The Changeling - Shakespeare at the Tobacco Factory 2004
'The company's "first excursion outside Shakespeare" proved rewarding and productive. The Tobacco Factory's flexible playing-space provided a fluid arena for this intelligent, uncluttered production of Middleton and Rowley's tragedy. Inventive use was made of the raised stage and spotlighting to suggest the numerous rooms and passages of Vermandero's castle. Played in the round, barred doors on either side of the auditorium doubled for castle, closet and madhouse. The Jacobean setting was created with period costumes and minimal props.
The play's intense focus on the concepts of blood and honour, love and service, was fully revealed in the horror of the main plot. [...] The revelation this production offered, though, was the thorough, chilling exploitation of the Rowley sub-plot set in the madhouse. This was due in large measure to Dominic Power's additional scene and dialogue which finds unexpected possibilities in these scenes. [...]
In this production the madhouse is a punitive schoolroom, evoked by the master's high chair, stool and liberal use of the whip. "Old Lollio", far from a comic buffoon, was played with a sinister combination of comedy and menace, spilling over into violence as he tries to have his way with Isabella. This highlighted his dramatic relationship to De Flores, and Isabella's to Beatrice-Joanna's, in a powerful and economic way. Both women, confined within repressive patriarchal structures, are driven to desperation, but whereas the knowing has her eyes open, the spoilt, wilful Beatrice-Joanna fails to understand the fateful implications of her choices.'
Jan Sewell, RORD 44 (2005), 138-9
'Andrew Hilton's production of The Changeling begins with the sound of a boy soprano singing a sanctus off-stage, and ends with the slam of Bedlam's grilles on each side of the auditorium.

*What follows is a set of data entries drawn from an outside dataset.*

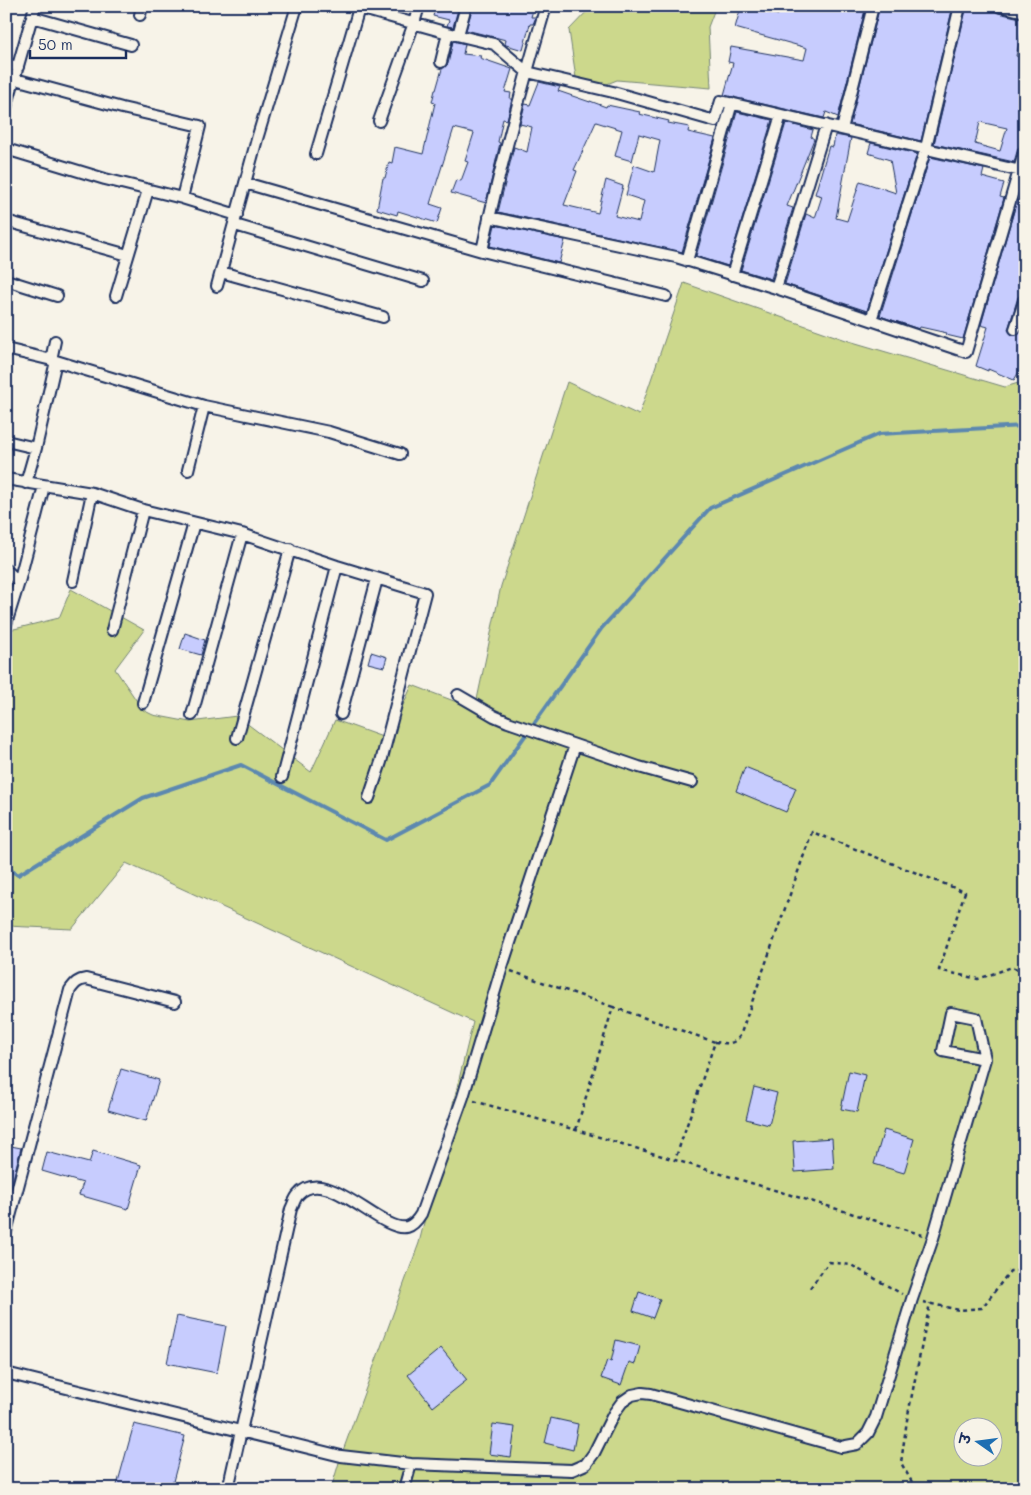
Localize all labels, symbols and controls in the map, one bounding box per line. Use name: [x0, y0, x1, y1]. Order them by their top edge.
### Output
scale bar: [30, 28, 126, 60]
text: 50 m: [38, 34, 73, 54]
north arrow: [954, 1418, 1004, 1468]
text: उ: [954, 1430, 976, 1447]

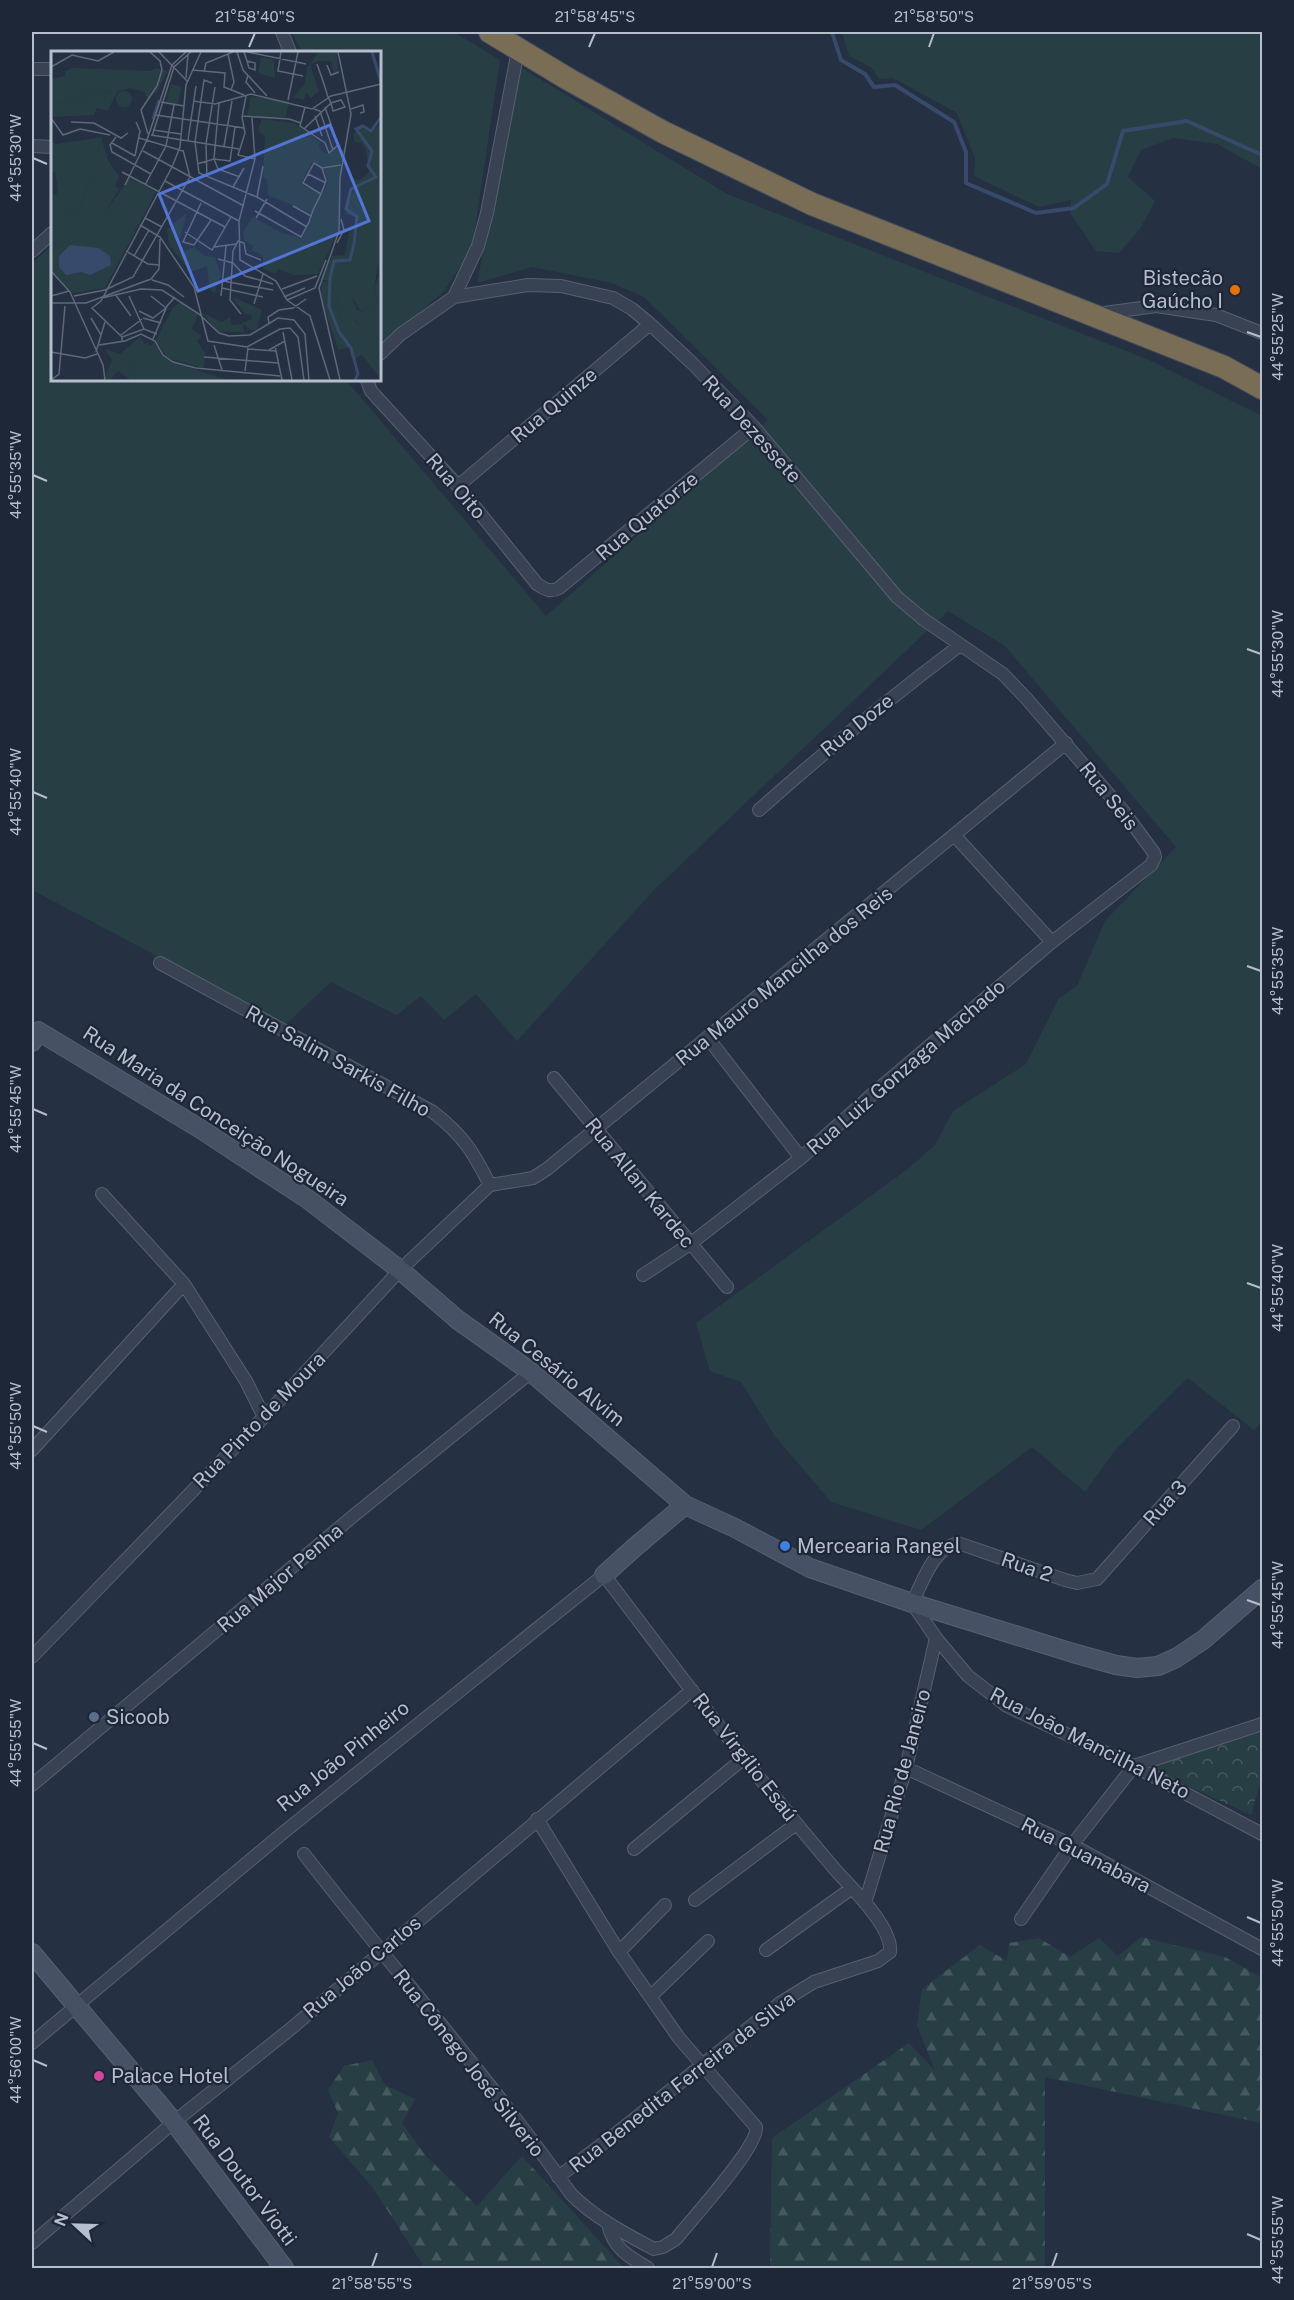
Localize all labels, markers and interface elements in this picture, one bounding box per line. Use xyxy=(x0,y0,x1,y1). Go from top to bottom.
text: 21°58'40"S xyxy=(215,8,295,25)
text: 21°58'45"S xyxy=(555,8,635,25)
text: 21°58'50"S xyxy=(894,8,974,25)
inset map xyxy=(51,51,381,381)
text: 44°55'30"W xyxy=(7,114,24,202)
place label: Bistecão Gaúcho I xyxy=(1142,266,1223,313)
marker: Bistecão Gaúcho I xyxy=(1228,283,1242,297)
text: 44°55'25"W xyxy=(1269,293,1286,381)
street label: Rua Quinze xyxy=(506,362,602,448)
street label: Rua Dezessete xyxy=(697,370,807,488)
text: 44°55'35"W xyxy=(7,431,24,519)
street label: Rua Oito xyxy=(421,448,491,524)
street label: Rua Quatorze xyxy=(591,466,703,566)
text: 44°55'30"W xyxy=(1269,610,1286,698)
street label: Rua Doze xyxy=(816,688,898,762)
text: 44°55'40"W xyxy=(7,748,24,836)
street label: Rua Seis xyxy=(1074,757,1144,835)
street label: Rua Mauro Mancilha dos Reis xyxy=(671,881,897,1071)
text: 44°55'35"W xyxy=(1269,927,1286,1015)
street label: Rua Luiz Gonzaga Machado xyxy=(802,974,1010,1160)
street label: Rua Salim Sarkis Filho xyxy=(241,1000,435,1122)
street label: Rua Maria da Conceição Nogueira xyxy=(79,1021,353,1211)
text: 44°55'45"W xyxy=(7,1065,24,1153)
street label: Rua Allan Kardec xyxy=(580,1113,700,1253)
text: 44°55'40"W xyxy=(1269,1244,1286,1332)
street label: Rua Cesário Alvim xyxy=(484,1307,630,1431)
street label: Rua Pinto de Moura xyxy=(188,1347,330,1493)
text: 44°55'50"W xyxy=(7,1382,24,1470)
street label: Rua 3 xyxy=(1138,1475,1192,1531)
street label: Rua Major Penha xyxy=(212,1518,348,1638)
place label: Mercearia Rangel xyxy=(797,1534,961,1558)
marker: Mercearia Rangel xyxy=(778,1539,792,1553)
street label: Rua 2 xyxy=(998,1547,1056,1587)
text: 44°55'45"W xyxy=(1269,1561,1286,1649)
street label: Rua João Mancilha Neto xyxy=(986,1682,1194,1804)
street label: Rua Rio de Janeiro xyxy=(869,1686,935,1856)
street label: Rua Virgílio Esaú xyxy=(688,1688,802,1826)
street label: Rua João Pinheiro xyxy=(272,1695,414,1817)
text: 44°55'55"W xyxy=(7,1699,24,1787)
place label: Sicoob xyxy=(106,1705,170,1729)
marker: Sicoob xyxy=(87,1710,101,1724)
street label: Rua Guanabara xyxy=(1017,1812,1155,1898)
text: 44°55'50"W xyxy=(1269,1879,1286,1967)
street label: Rua João Carlos xyxy=(298,1911,426,2023)
street label: Rua Cônego José Silverio xyxy=(388,1964,550,2162)
street label: Rua Benedita Ferreira da Silva xyxy=(564,1986,800,2178)
text: 44°56'00"W xyxy=(7,2016,24,2104)
place label: Palace Hotel xyxy=(111,2064,229,2088)
marker: Palace Hotel xyxy=(92,2069,106,2083)
street label: Rua Doutor Viotti xyxy=(188,2110,302,2250)
north arrow xyxy=(45,2195,105,2255)
text: 44°55'55"W xyxy=(1269,2196,1286,2284)
text: N xyxy=(50,2210,73,2229)
text: 21°58'55"S xyxy=(332,2275,412,2292)
text: 21°59'00"S xyxy=(672,2275,752,2292)
text: 21°59'05"S xyxy=(1012,2275,1092,2292)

It projects from first to last the strange strands of this complicated play, showing a purity that is doomed to be corrupted, and a world in which anyone troublesome - argumentative wife or supposed madman - is likely to be locked up.'
Susannah Clapp, The Observer, 4 April 2004
'[A] world in which everyone was beautiful would be a world inadequate for human desire in all its compelling perversity. For ugliness has ways of making itself attractive, to both benign and malign effect. If it didn't exist, we would have to invent it.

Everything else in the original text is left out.